Inflation hits 32 year high

Inflation hits 7.3%, its highest peak in 32 years. The rise was driven by increasing rents and construction costs.

Prices rose 7.3% in the 12 months to June 30. That compares with a previous figure of 6.9% in the previous quarter.

This was announced when Stats NZ released its Consumers Price Index (CPI) a short time ago.

The main items contributing to the rise were housing and household utilities, due to rising prices for construction and rentals. Prices for the construction of new dwellings increased 18% in the June 2022 quarter compared with the June 2021 quarter.

Other things to go up in price were transport and especially petrol which went up 32%.

The annual CPI figure comprised partly a rise of 1.7% in the June quarter.
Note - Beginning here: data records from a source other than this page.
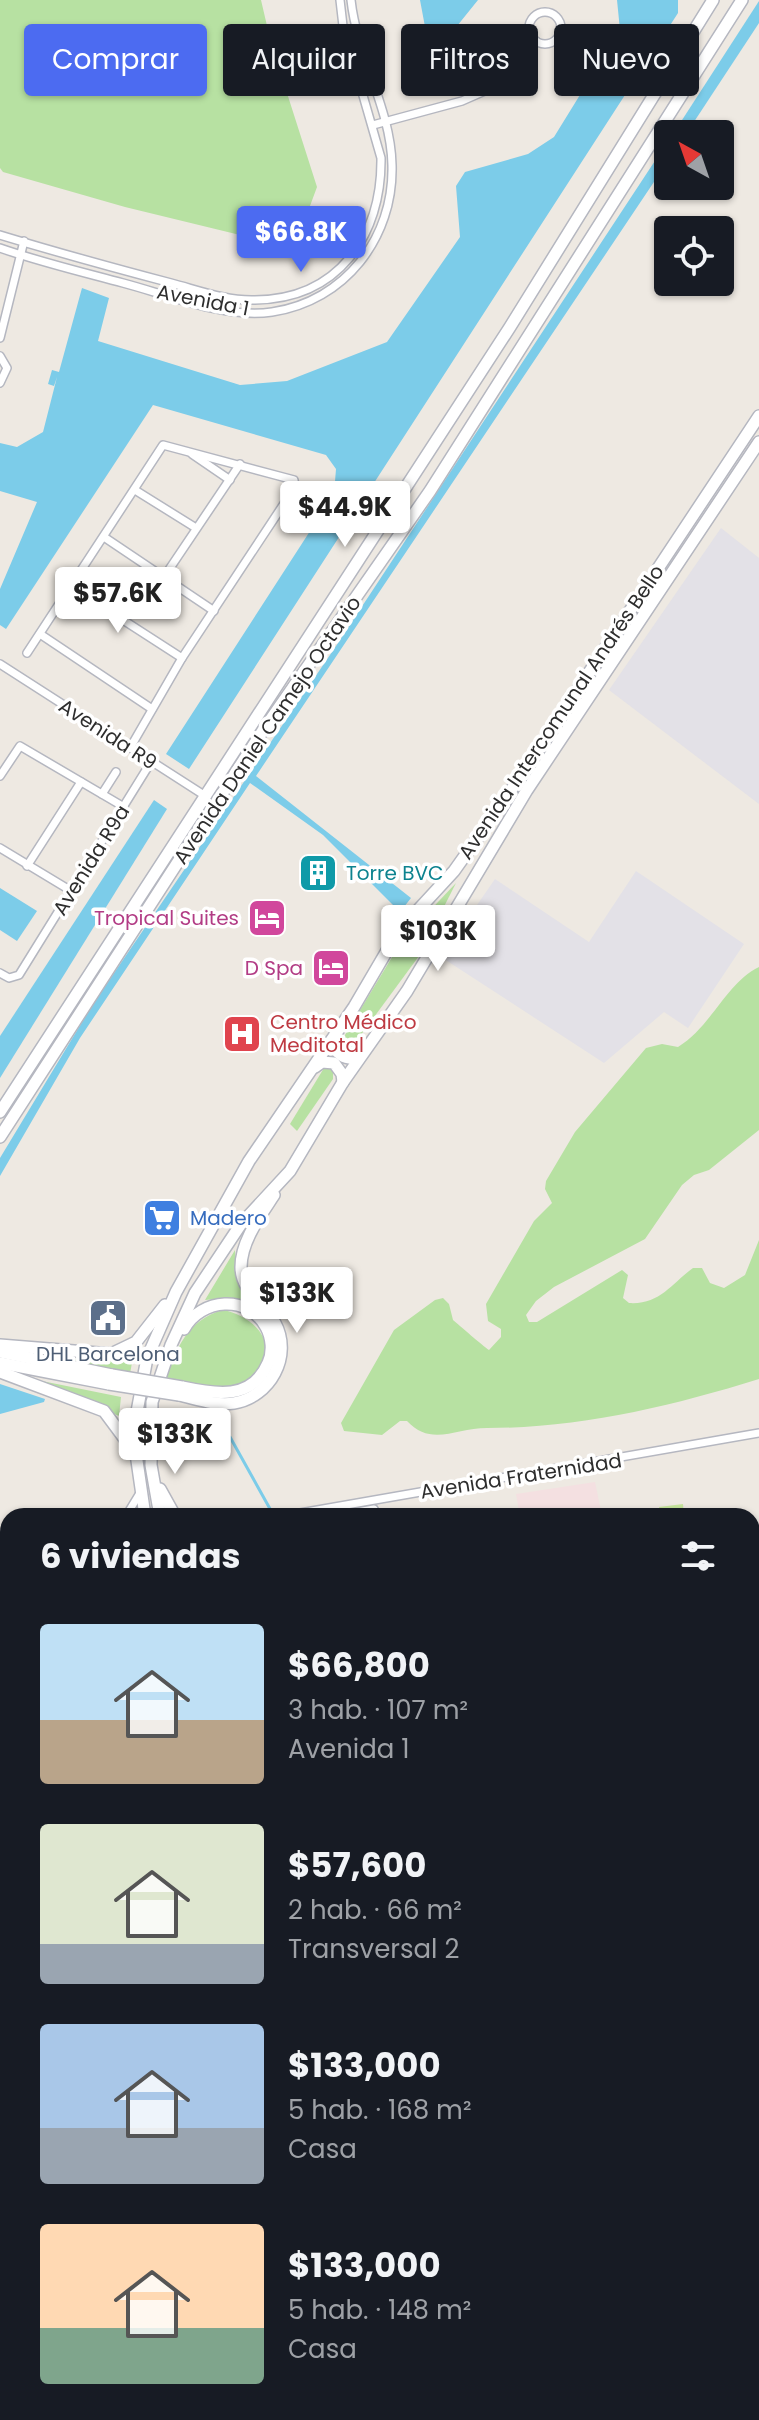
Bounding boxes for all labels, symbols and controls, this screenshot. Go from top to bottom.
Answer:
chip: Comprar [24,24,207,96]
chip: Alquilar [223,24,385,96]
chip: Filtros [401,24,538,96]
chip: Nuevo [554,24,699,96]
north arrow [654,120,734,200]
map controls [654,120,734,296]
pin: $66.8K [236,206,366,274]
text: $66.8K [255,214,347,250]
button: locate [654,216,734,296]
street label: Avenida 1 [154,277,252,323]
pin: $44.9K [280,481,410,549]
text: $44.9K [298,489,392,525]
street label: Avenida Intercomunal Andrés Bello [452,559,670,865]
pin: $57.6K [53,567,183,635]
text: $57.6K [73,575,163,611]
street label: Avenida Daniel Camejo Octavio [167,590,367,870]
street label: Avenida R9 [53,692,163,776]
street label: Avenida R9a [46,799,136,921]
building icon: Torre BVC [297,852,339,894]
place label: Torre BVC [346,859,444,887]
hotel icon: Tropical Suites [246,897,288,939]
place label: Tropical Suites [94,904,239,932]
pin: $103K [382,905,494,973]
text: $103K [399,913,477,949]
hotel icon: D Spa [310,947,352,989]
place label: D Spa [245,954,303,982]
place label: Centro Médico Meditotal [270,1008,417,1059]
hospital icon: Centro Médico Meditotal [221,1013,263,1055]
supermarket icon: Madero [141,1197,183,1239]
place label: Madero [190,1204,267,1232]
pin: $133K [241,1267,353,1335]
text: $133K [259,1275,335,1311]
public building icon: DHL Barcelona [87,1297,129,1339]
place label: DHL Barcelona [36,1340,180,1368]
pin: $133K [119,1408,231,1476]
text: $133K [137,1416,213,1452]
street label: Avenida Fraternidad [418,1446,624,1506]
text: 6 viviendas [40,1532,241,1580]
icon: filters [676,1534,720,1578]
text: $66,800 [288,1641,430,1689]
icon: home [104,1656,200,1752]
text: 3 hab. · 107 m² [288,1692,468,1728]
text: Avenida 1 [288,1731,410,1767]
text: $57,600 [288,1841,426,1889]
icon: home [104,1856,200,1952]
text: 2 hab. · 66 m² [288,1892,462,1928]
text: Transversal 2 [288,1931,459,1967]
text: $133,000 [288,2041,441,2089]
icon: home [104,2056,200,2152]
text: 5 hab. · 168 m² [288,2092,471,2128]
text: Casa [288,2131,357,2167]
text: $133,000 [288,2241,441,2289]
icon: home [104,2256,200,2352]
text: 5 hab. · 148 m² [288,2292,471,2328]
text: Casa [288,2331,357,2367]

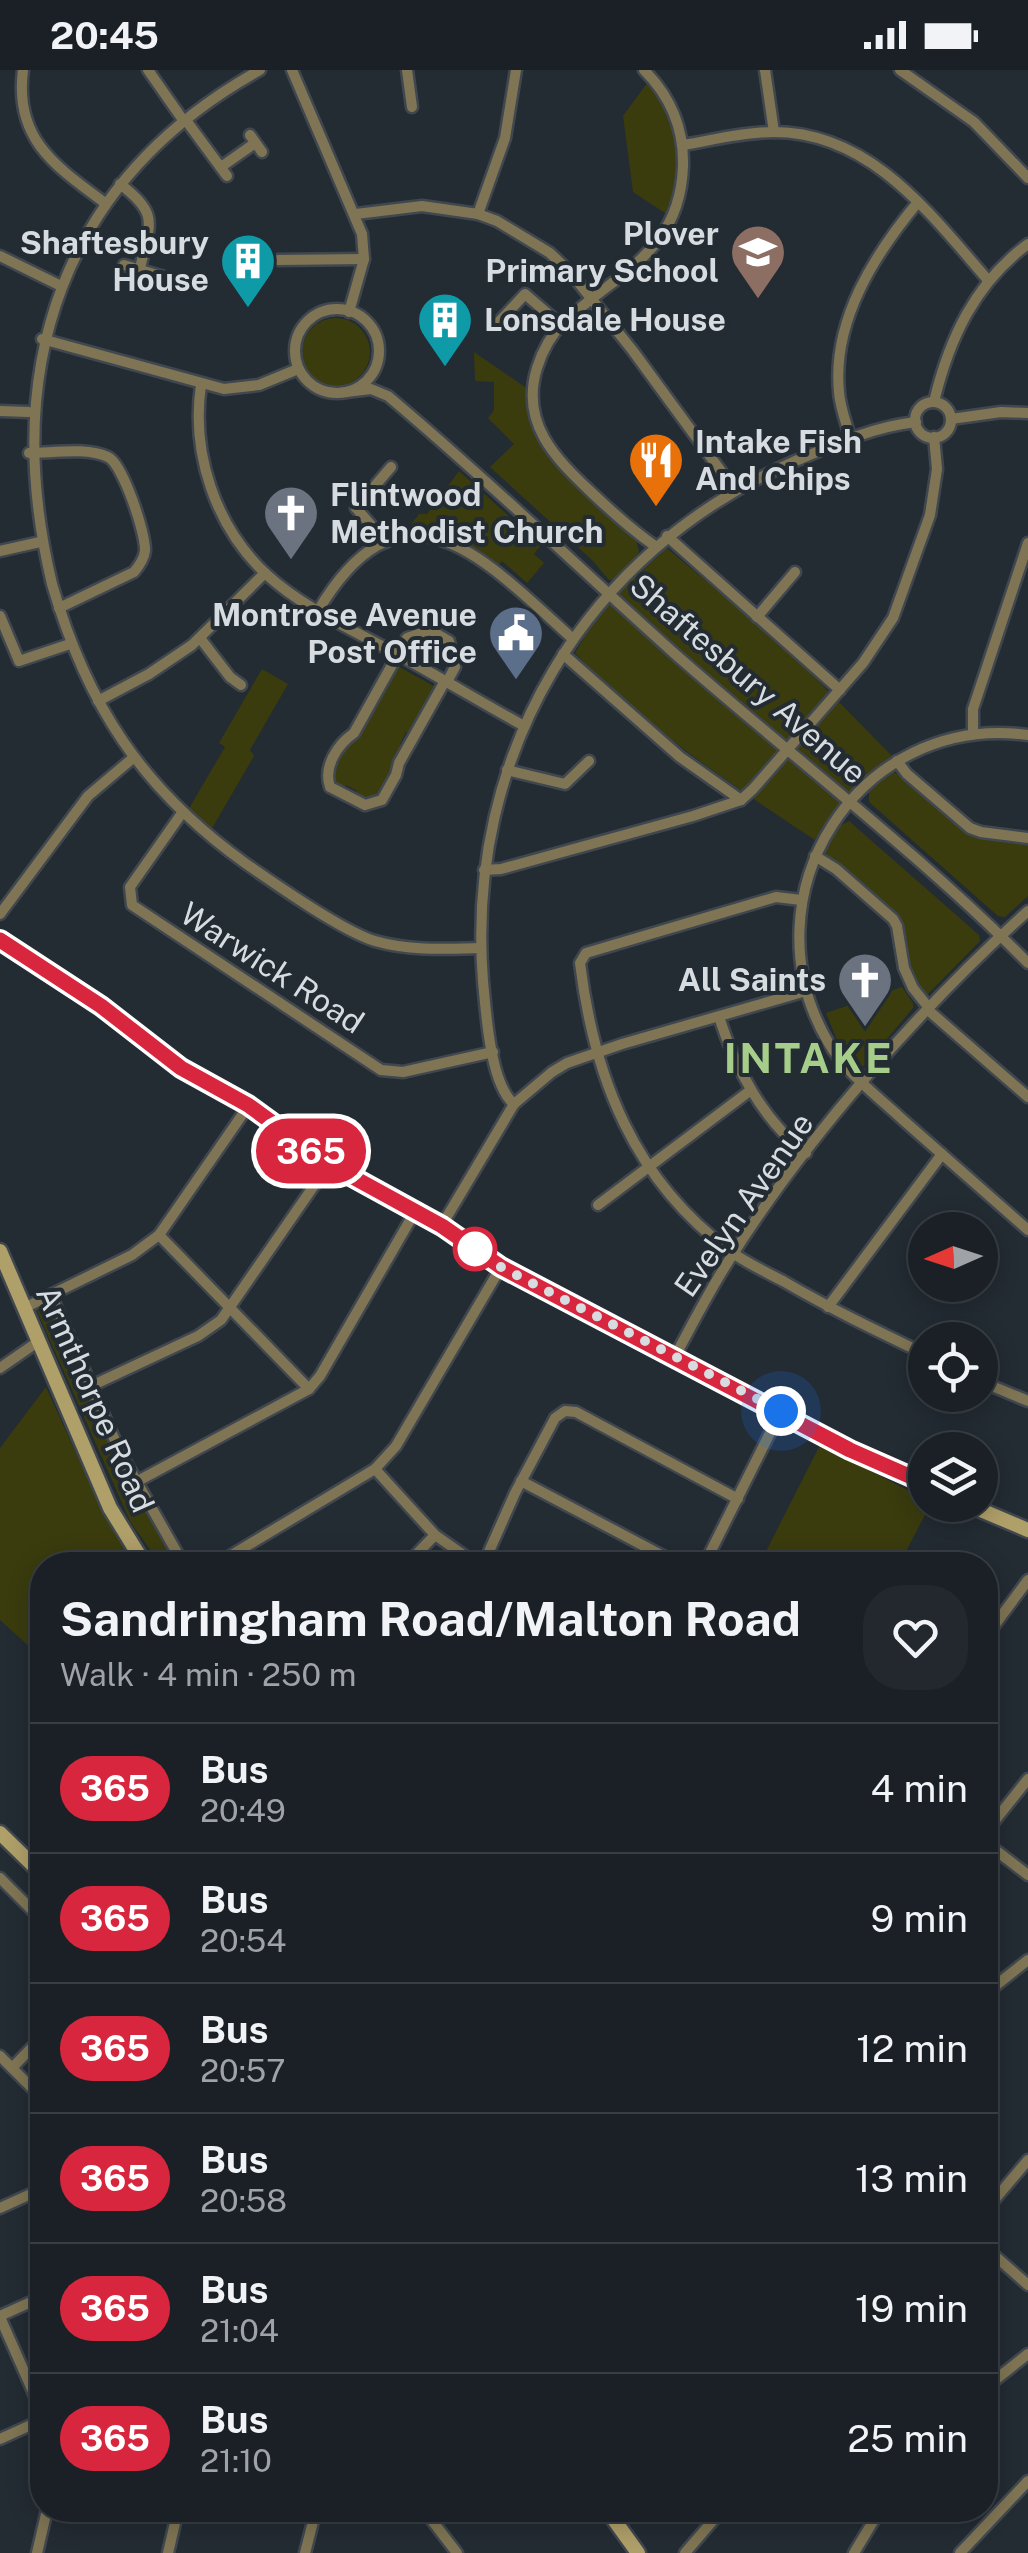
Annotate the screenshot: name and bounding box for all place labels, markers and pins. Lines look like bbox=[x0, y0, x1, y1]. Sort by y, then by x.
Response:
place label: Plover Primary School bbox=[485, 215, 719, 289]
school or university icon: Plover Primary School bbox=[728, 222, 788, 301]
place label: Shaftesbury House bbox=[20, 224, 209, 298]
building icon: Shaftesbury House bbox=[218, 231, 278, 310]
building icon: Lonsdale House bbox=[415, 290, 475, 369]
place label: Lonsdale House bbox=[484, 301, 726, 338]
place label: Intake Fish And Chips bbox=[695, 423, 862, 497]
restaurant icon: Intake Fish And Chips bbox=[626, 430, 686, 509]
place label: Flintwood Methodist Church bbox=[330, 476, 604, 550]
church icon: Flintwood Methodist Church bbox=[261, 483, 321, 562]
place label: Montrose Avenue Post Office bbox=[212, 596, 477, 670]
public building icon: Montrose Avenue Post Office bbox=[486, 603, 546, 682]
church icon: All Saints bbox=[835, 950, 895, 1029]
place label: All Saints bbox=[678, 961, 826, 998]
unlabelled marker bbox=[454, 1228, 496, 1270]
Not even one-off rises in GST were able to push inflation this high.

The actual rise announced today compares with forecasts of 7.0% and 7.1% by the main bank economists.

One area of interest is the balance between imported inflation, which the New Zealand Government can't control, and the impetus to inflation coming from the domestic economy.

The news today is likely to add to pressure from the Reserve Bank to keep on raising the official cash rate (OCR).

The last big OCR rise was muted because many fixed rates had already been raised in anticipation.

But further rises in the OCR would eventually eat away this buffer, meaning homeowners would face higher mortgage bills.

The latest figure compared with inflation levels in the United States and the UK, at 9.1%, Canada at 7.7% and Australia at 5.1%, though its June quarter figure will not be out until late July and is expected to be higher.